» Assignment
What do the lines from the top of the data through the line with "For a GIS import: Summarize" say? Quote them exactly and include both ends.
━━━━━ Supplied material ━━━━━
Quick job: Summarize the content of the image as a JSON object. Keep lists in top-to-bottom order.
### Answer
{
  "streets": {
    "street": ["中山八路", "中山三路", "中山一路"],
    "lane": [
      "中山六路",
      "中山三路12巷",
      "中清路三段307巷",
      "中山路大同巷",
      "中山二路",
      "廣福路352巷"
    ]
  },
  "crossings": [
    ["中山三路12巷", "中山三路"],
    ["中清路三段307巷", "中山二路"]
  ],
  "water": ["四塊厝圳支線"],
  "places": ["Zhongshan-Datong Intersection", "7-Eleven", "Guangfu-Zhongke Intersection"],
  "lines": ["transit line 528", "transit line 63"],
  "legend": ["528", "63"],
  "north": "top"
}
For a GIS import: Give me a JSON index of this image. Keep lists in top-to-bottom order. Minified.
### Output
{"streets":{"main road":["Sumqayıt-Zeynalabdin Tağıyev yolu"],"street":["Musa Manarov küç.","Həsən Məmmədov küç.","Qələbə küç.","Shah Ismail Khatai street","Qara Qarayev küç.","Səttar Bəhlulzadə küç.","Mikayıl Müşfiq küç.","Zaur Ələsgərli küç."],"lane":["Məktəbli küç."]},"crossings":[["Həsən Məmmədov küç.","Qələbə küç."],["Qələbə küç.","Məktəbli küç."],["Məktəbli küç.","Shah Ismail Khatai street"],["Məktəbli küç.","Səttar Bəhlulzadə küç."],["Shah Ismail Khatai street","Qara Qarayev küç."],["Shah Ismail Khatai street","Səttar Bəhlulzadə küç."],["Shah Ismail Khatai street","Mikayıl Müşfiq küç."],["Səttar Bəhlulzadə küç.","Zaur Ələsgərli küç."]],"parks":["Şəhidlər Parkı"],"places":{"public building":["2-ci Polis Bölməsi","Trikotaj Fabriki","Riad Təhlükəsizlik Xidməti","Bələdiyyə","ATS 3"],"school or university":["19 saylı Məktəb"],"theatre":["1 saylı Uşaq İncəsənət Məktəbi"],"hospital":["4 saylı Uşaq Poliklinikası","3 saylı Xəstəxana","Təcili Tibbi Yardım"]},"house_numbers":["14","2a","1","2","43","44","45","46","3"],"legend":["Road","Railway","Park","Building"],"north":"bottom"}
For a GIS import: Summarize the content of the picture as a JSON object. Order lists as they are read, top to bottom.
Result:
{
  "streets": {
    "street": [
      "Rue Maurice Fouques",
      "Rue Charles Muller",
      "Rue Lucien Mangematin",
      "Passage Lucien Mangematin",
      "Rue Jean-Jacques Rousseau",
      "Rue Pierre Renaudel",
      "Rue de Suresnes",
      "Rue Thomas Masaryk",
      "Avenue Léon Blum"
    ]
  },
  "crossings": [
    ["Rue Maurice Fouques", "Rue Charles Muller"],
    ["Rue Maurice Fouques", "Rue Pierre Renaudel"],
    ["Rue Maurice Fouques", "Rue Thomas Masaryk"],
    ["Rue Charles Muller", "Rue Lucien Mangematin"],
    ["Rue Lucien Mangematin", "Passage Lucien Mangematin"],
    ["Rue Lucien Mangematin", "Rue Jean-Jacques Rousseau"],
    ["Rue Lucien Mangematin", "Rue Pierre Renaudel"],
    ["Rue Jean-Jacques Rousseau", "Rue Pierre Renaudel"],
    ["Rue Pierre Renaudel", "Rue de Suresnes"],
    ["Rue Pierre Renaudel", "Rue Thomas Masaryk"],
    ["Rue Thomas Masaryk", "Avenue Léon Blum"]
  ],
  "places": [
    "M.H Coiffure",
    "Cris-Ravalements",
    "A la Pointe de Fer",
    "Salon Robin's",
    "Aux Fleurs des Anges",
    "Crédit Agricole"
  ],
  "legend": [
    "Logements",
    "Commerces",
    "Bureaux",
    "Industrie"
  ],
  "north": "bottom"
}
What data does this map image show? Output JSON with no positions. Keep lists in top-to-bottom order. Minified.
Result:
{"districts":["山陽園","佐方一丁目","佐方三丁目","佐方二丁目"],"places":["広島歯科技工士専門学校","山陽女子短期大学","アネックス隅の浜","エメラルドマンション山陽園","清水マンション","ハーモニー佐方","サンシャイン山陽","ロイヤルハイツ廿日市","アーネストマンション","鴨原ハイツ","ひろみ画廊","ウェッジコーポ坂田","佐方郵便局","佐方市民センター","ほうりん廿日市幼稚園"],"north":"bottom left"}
━━━━━
» Reply to the exercise
Quick job: Summarize the content of the image as a JSON object. Keep lists in top-to-bottom order.
### Answer
{
  "streets": {
    "street": ["中山八路", "中山三路", "中山一路"],
    "lane": [
      "中山六路",
      "中山三路12巷",
      "中清路三段307巷",
      "中山路大同巷",
      "中山二路",
      "廣福路352巷"
    ]
  },
  "crossings": [
    ["中山三路12巷", "中山三路"],
    ["中清路三段307巷", "中山二路"]
  ],
  "water": ["四塊厝圳支線"],
  "places": ["Zhongshan-Datong Intersection", "7-Eleven", "Guangfu-Zhongke Intersection"],
  "lines": ["transit line 528", "transit line 63"],
  "legend": ["528", "63"],
  "north": "top"
}
For a GIS import: Give me a JSON index of this image. Keep lists in top-to-bottom order. Minified.
### Output
{"streets":{"main road":["Sumqayıt-Zeynalabdin Tağıyev yolu"],"street":["Musa Manarov küç.","Həsən Məmmədov küç.","Qələbə küç.","Shah Ismail Khatai street","Qara Qarayev küç.","Səttar Bəhlulzadə küç.","Mikayıl Müşfiq küç.","Zaur Ələsgərli küç."],"lane":["Məktəbli küç."]},"crossings":[["Həsən Məmmədov küç.","Qələbə küç."],["Qələbə küç.","Məktəbli küç."],["Məktəbli küç.","Shah Ismail Khatai street"],["Məktəbli küç.","Səttar Bəhlulzadə küç."],["Shah Ismail Khatai street","Qara Qarayev küç."],["Shah Ismail Khatai street","Səttar Bəhlulzadə küç."],["Shah Ismail Khatai street","Mikayıl Müşfiq küç."],["Səttar Bəhlulzadə küç.","Zaur Ələsgərli küç."]],"parks":["Şəhidlər Parkı"],"places":{"public building":["2-ci Polis Bölməsi","Trikotaj Fabriki","Riad Təhlükəsizlik Xidməti","Bələdiyyə","ATS 3"],"school or university":["19 saylı Məktəb"],"theatre":["1 saylı Uşaq İncəsənət Məktəbi"],"hospital":["4 saylı Uşaq Poliklinikası","3 saylı Xəstəxana","Təcili Tibbi Yardım"]},"house_numbers":["14","2a","1","2","43","44","45","46","3"],"legend":["Road","Railway","Park","Building"],"north":"bottom"}
For a GIS import: Summarize the content of the picture as a JSON object. Order lists as they are read, top to bottom.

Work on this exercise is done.